◆ Raw data:
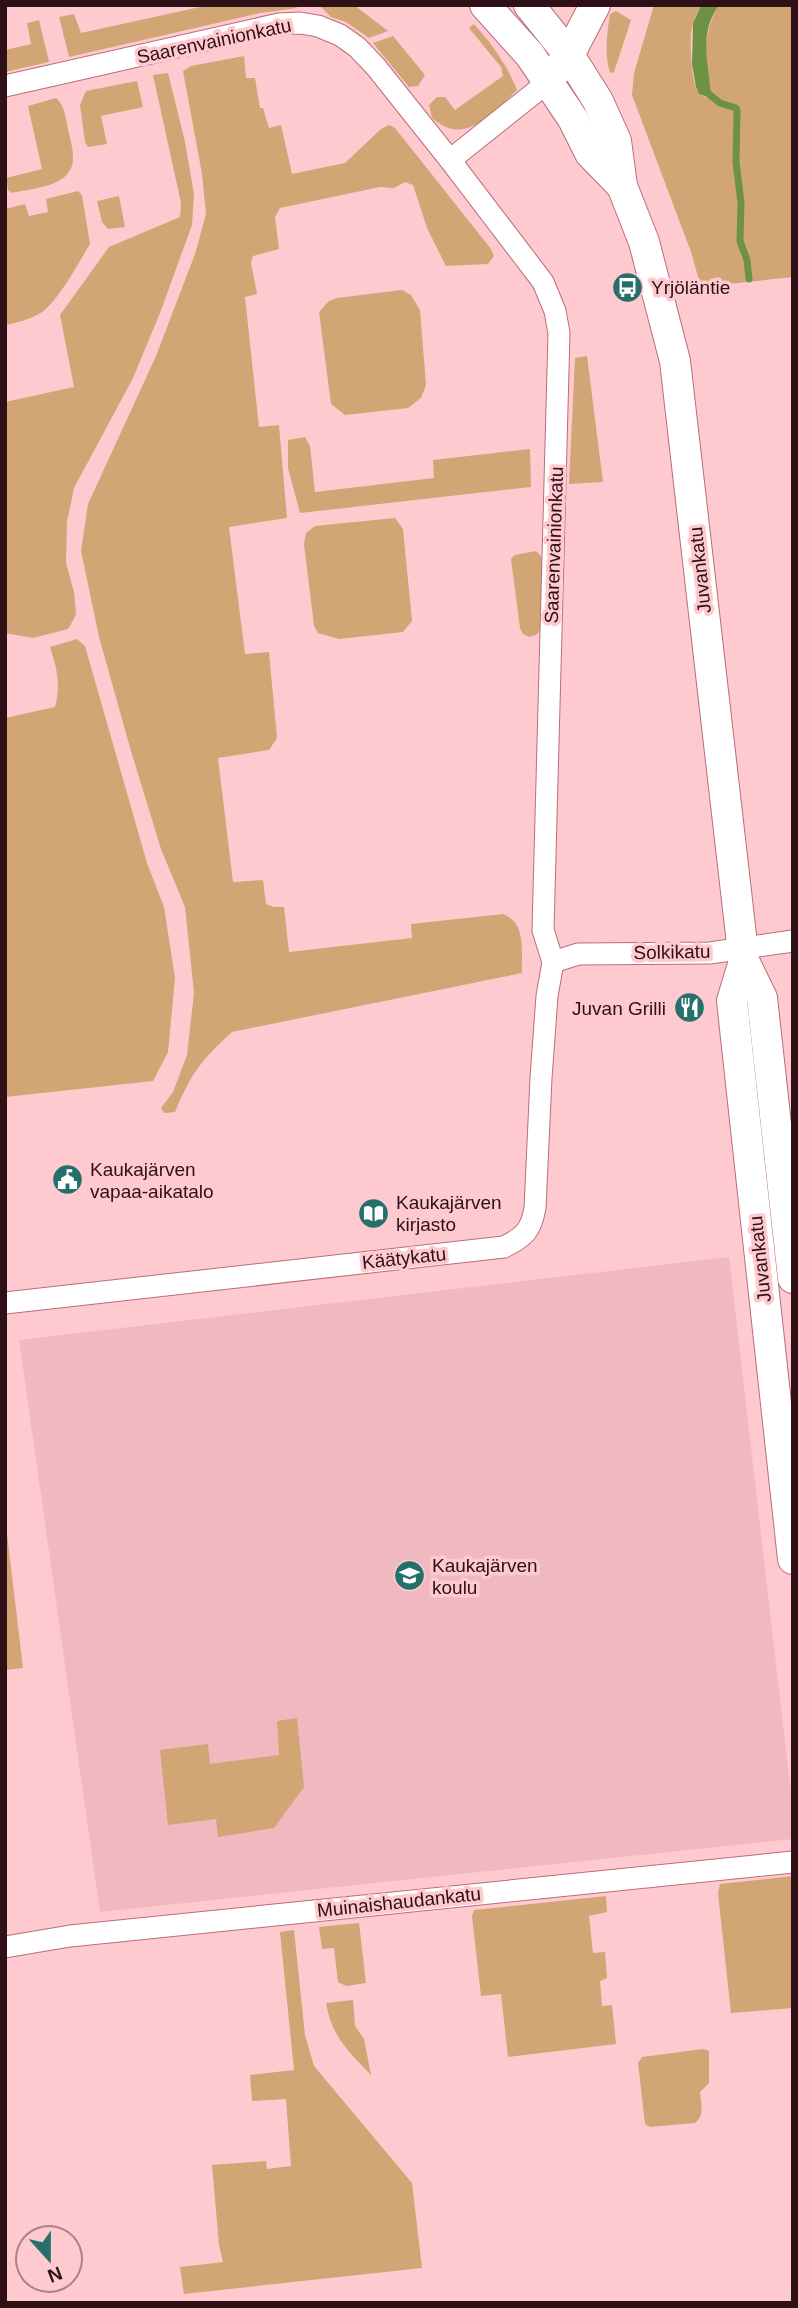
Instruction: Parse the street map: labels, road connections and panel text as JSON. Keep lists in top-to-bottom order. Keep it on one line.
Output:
{"streets":{"main road":["Juvankatu"],"street":["Saarenvainionkatu","Solkikatu","Käätykatu","Muinaishaudankatu"]},"crossings":[["Saarenvainionkatu","Solkikatu"],["Saarenvainionkatu","Käätykatu"],["Juvankatu","Solkikatu"],["Solkikatu","Käätykatu"]],"places":{"bus stop":["Yrjöläntie"],"restaurant":["Juvan Grilli"],"public building":["Kaukajärven vapaa-aikatalo"],"library":["Kaukajärven kirjasto"],"school or university":["Kaukajärven koulu"]},"north":"bottom"}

◆ Exercise:
The data above should be repeated in full and exactly, with no pictures carried over.

◆ Response box:
Instruction: Parse the street map: labels, road connections and panel text as JSON. Keep lists in top-to-bottom order. Keep it on one line.
Output:
{"streets":{"main road":["Juvankatu"],"street":["Saarenvainionkatu","Solkikatu","Käätykatu","Muinaishaudankatu"]},"crossings":[["Saarenvainionkatu","Solkikatu"],["Saarenvainionkatu","Käätykatu"],["Juvankatu","Solkikatu"],["Solkikatu","Käätykatu"]],"places":{"bus stop":["Yrjöläntie"],"restaurant":["Juvan Grilli"],"public building":["Kaukajärven vapaa-aikatalo"],"library":["Kaukajärven kirjasto"],"school or university":["Kaukajärven koulu"]},"north":"bottom"}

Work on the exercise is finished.